If we do not need frequencies above 2500 cycles for intelligible voice communication then there is no justification for transmitting them. Amateur phones, as a general rule, go far above this limit. because it is easy to make speech amplifiers "flat," and present-day microphones have good response well up in the audio range. The only practicable way to hold the bandwidth down to the minimum necessary is to use a filter,(1) preferably a good low-pass job, in the speech amplifier. Such a filter will have to be a part of every modulation system if the best use is to be made of the congested phone bands.

It may surprise those who have fixed ideas about audio-frequency range and "quality" to find that a system with a 2500-cycle cut-off sounds quite good. It is no surprise at all to those who know what the ordinary broadcast receiver gives out in the way of an audio-frequency range. Whether or not the sidebands are present in the transmission, they are usually cut badly by the receiver's selectivity - and through listener preference - by the tone control. More important than the actual upper-frequency limit is the relationship between the high- and low-frequency cut-offs. As a rule of thumb, the most natural-r sounding result is obtained when the product of the maximum and minimum frequencies is about 500,000; in other words, if the high-frequency cut-off is at 2500 cycles the low-frequency cut-off should be at 200 cycles.(2) Extreme low-frequency response with a relatively-low high-frequency cut-off results in boominess, while the reverse gives a tinny effect. The ideal characteristic for amateur work, therefore, would appear to be about as shown in Fig. 1. A satisfactory characteristic at the low end is easy to achieve by choice of interstage coupling constants.

Fig 1
Fig. 1. An audio-frequency characteristic of this type provides ample intelligibility, but confines side-bands to the minimum necessary for good communication. Contrary to what might be expected, it also gives satisfactory "quality" - if not too greatly distorted by fiver selectivity.

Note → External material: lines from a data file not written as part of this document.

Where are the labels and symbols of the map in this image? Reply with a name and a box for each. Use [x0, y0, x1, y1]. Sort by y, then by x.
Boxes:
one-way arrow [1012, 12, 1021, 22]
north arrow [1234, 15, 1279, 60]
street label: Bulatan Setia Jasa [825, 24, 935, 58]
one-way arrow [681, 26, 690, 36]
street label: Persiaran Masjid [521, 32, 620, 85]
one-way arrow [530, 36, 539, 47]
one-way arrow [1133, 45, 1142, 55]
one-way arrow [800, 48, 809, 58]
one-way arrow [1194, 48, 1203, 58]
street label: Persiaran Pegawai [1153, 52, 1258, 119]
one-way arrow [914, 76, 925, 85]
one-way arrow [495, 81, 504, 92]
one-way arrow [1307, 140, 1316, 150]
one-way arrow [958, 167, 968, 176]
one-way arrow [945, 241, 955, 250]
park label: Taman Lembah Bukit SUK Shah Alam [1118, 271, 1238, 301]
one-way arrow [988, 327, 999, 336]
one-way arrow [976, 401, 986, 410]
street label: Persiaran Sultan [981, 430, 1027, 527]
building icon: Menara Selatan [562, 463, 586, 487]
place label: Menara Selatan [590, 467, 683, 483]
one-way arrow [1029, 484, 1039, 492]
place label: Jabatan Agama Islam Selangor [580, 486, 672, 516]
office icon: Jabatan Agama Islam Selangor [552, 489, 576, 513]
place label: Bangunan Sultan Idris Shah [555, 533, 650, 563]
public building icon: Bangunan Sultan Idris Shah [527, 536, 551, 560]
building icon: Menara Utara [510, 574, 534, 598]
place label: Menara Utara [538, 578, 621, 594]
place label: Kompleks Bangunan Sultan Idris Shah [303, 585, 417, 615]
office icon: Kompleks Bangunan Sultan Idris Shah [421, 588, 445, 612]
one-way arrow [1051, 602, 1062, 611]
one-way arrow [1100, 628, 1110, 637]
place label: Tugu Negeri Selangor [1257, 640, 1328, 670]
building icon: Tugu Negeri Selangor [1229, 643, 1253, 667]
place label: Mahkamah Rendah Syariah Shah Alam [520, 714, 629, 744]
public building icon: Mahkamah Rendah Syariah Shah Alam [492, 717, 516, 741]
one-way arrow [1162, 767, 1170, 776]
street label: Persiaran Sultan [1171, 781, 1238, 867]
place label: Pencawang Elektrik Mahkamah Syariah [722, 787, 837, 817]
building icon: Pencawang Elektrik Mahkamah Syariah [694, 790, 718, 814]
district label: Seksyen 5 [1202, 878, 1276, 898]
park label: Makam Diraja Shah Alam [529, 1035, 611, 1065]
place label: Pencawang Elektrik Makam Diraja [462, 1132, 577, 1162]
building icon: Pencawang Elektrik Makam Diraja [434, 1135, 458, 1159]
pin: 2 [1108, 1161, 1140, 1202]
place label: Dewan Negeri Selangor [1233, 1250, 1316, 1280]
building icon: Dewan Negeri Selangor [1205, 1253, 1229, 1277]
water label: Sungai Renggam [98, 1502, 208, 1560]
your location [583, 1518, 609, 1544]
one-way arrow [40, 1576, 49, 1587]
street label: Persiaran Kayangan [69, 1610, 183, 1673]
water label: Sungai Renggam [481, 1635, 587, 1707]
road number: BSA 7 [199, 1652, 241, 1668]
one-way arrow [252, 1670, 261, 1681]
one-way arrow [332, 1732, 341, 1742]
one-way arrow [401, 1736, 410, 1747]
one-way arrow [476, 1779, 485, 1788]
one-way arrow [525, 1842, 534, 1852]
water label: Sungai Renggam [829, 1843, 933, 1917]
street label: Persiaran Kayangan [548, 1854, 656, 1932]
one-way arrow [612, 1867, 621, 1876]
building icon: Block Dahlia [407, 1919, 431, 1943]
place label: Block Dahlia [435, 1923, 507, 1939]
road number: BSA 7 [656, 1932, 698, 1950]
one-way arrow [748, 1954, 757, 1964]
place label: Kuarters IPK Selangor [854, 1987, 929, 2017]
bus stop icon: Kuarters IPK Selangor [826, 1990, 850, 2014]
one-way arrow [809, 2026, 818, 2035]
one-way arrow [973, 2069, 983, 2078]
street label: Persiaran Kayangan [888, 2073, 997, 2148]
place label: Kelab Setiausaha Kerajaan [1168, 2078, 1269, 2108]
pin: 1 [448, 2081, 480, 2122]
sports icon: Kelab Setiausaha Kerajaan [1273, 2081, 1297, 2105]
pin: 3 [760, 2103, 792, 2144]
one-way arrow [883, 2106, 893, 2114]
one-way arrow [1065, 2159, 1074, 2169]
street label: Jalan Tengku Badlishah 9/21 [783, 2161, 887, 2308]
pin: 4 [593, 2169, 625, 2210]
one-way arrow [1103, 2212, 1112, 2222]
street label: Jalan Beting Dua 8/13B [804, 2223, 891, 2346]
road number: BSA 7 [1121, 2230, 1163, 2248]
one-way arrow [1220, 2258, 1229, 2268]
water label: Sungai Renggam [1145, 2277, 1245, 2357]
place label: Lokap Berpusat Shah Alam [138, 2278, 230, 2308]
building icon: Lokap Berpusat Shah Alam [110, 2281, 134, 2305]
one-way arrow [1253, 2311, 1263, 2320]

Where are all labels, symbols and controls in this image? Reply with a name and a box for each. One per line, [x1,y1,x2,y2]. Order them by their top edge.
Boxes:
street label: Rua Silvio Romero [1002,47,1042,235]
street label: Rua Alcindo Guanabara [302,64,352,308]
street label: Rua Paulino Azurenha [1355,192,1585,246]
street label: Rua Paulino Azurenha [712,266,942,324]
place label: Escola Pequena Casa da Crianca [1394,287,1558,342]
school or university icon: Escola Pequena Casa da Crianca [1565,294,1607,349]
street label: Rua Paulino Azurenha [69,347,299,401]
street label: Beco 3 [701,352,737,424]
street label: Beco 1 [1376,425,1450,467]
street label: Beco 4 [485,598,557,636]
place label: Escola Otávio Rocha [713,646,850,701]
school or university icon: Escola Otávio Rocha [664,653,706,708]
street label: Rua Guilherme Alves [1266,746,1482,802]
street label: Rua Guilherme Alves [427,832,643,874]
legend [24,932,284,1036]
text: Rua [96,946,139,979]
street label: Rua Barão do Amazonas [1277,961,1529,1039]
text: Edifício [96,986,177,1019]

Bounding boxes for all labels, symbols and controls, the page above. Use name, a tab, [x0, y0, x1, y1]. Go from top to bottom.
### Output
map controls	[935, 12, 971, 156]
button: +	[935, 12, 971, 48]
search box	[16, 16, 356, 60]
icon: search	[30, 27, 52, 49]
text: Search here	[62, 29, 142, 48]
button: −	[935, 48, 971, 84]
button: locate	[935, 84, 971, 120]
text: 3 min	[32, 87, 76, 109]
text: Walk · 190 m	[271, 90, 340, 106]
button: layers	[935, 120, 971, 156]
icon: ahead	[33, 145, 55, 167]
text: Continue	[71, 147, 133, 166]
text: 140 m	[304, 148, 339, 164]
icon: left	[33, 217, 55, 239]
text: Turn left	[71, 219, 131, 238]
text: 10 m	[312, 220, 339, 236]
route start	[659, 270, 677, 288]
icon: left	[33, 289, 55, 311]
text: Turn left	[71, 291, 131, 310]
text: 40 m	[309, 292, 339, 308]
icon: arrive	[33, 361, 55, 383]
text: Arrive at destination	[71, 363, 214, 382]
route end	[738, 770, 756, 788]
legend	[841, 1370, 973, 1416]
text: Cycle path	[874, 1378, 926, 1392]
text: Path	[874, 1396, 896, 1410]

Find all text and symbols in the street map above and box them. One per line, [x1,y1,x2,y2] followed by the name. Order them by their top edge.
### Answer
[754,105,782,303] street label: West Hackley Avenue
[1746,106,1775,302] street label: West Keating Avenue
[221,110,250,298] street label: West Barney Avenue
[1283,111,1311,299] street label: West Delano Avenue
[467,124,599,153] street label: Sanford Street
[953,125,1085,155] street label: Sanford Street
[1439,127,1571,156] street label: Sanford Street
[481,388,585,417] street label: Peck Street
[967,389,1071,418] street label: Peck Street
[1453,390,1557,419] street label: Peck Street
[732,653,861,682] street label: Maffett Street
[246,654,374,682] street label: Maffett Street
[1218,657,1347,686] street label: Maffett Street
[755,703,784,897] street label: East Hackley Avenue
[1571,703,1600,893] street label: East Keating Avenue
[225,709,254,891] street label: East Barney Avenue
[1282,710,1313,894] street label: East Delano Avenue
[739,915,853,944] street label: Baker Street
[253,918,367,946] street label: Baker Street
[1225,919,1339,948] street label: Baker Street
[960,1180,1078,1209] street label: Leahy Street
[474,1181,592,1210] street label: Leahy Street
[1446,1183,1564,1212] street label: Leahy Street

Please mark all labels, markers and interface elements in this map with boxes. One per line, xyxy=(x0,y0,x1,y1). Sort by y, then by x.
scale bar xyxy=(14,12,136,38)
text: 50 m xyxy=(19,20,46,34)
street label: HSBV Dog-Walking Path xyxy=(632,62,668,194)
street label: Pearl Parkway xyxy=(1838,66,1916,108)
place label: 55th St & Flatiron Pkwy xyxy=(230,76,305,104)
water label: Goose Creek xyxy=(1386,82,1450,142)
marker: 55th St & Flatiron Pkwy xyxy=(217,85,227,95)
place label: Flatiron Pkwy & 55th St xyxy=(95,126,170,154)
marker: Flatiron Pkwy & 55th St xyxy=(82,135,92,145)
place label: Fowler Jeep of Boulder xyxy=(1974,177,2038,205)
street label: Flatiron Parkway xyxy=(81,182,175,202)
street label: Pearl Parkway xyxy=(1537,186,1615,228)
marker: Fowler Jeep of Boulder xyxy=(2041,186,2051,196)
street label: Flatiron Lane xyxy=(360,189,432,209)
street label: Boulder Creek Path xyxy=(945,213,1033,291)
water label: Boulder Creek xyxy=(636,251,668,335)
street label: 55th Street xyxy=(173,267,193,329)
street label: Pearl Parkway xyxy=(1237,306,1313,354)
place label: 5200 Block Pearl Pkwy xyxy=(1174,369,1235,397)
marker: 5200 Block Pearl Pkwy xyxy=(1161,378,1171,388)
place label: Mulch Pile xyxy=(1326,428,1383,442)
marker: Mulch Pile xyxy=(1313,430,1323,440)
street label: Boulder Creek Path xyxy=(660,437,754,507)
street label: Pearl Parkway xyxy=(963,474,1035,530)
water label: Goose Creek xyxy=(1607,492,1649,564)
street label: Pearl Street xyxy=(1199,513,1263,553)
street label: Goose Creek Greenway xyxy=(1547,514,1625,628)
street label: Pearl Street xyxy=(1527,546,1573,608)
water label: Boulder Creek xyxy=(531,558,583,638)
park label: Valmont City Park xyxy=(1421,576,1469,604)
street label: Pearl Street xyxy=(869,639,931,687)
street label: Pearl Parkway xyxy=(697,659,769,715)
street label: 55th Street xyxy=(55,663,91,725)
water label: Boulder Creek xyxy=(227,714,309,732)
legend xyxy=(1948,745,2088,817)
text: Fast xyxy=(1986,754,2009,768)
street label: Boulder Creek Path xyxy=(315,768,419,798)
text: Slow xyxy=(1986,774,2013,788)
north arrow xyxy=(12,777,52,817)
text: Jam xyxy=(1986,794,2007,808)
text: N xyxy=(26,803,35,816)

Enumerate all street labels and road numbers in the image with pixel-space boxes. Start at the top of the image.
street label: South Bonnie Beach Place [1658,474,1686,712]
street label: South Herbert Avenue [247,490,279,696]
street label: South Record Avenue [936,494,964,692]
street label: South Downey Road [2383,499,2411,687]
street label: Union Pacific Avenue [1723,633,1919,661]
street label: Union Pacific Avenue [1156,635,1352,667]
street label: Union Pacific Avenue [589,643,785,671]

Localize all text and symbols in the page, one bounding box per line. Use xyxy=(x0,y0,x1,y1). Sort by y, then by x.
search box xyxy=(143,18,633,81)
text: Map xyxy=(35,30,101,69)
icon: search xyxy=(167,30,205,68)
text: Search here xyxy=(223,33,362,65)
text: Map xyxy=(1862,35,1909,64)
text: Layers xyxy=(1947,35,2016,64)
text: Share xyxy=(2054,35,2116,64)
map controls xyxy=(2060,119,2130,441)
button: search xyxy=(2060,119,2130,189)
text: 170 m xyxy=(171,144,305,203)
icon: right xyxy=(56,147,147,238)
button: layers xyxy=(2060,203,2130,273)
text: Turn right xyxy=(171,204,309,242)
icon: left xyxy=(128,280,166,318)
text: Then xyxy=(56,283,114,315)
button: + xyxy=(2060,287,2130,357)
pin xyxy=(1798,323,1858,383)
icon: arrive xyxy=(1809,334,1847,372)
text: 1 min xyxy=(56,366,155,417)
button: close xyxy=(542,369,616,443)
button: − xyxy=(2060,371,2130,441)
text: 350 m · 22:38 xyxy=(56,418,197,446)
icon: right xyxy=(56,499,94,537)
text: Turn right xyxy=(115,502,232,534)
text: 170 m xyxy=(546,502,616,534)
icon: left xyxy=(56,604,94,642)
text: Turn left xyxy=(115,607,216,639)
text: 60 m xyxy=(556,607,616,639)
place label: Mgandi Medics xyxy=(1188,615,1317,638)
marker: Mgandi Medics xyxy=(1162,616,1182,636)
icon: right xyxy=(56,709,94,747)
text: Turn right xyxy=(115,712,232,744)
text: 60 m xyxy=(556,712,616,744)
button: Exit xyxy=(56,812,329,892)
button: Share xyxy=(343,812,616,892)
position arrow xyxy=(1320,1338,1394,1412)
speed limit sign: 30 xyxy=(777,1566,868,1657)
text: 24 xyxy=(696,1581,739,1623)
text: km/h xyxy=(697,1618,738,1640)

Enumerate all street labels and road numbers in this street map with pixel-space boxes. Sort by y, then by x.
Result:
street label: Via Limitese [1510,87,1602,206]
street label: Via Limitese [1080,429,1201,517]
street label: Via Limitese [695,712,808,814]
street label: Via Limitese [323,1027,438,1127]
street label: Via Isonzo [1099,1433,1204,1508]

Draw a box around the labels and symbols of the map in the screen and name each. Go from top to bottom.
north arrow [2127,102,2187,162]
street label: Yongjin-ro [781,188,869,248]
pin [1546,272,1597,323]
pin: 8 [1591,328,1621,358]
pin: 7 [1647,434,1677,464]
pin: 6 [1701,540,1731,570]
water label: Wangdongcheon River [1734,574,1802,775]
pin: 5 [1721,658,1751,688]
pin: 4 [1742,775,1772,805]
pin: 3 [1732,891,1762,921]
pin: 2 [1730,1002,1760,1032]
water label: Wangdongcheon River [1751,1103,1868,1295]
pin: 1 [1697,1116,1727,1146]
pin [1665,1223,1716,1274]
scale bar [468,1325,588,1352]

Cleaning up the transmitter

The installation of a low-pass filter is only a beginning; it does not guarantee that the actual sidebands will not have frequency components above those passing through the filter. Consider the conventional transmitter line-up shown in block form in Fig. 2. For many reasons the filter probably will be installed in the speech amplifier; since the operating voltages and currents are low, components are inexpensive and easier to obtain or make than if the filter were installed, say, between the modulator and Class C amplifier. Any amplitude distortion that occurs in the system after the filter will result in the generation of harmonies that nullify the effects of the filter in confining the bandwidth. There are several places where such distortion can occur:

  1. In any subsequent speech-amplifier stage because of overloading or inherent nonlinearity.
  2. In the driver for the Class B amplifier, because of insufficient power output, poor regulation, and so on.
  3. In the Class B modulator itself, because of improper loading, overdriving, insufficient power capability, inadequate transformers, and poor commutation.
  4. In the Class C stage because of nonlinearity (insufficient excitation is the most probable cause) and/or overmodulation.

Fig 2
Fig. 2. Every point in the system offers an opportunity for distortion - and unnecessary sideband frequencies. Proper design and adjustment of a phone transmitter to take minimum spectrum space requires know-how and care.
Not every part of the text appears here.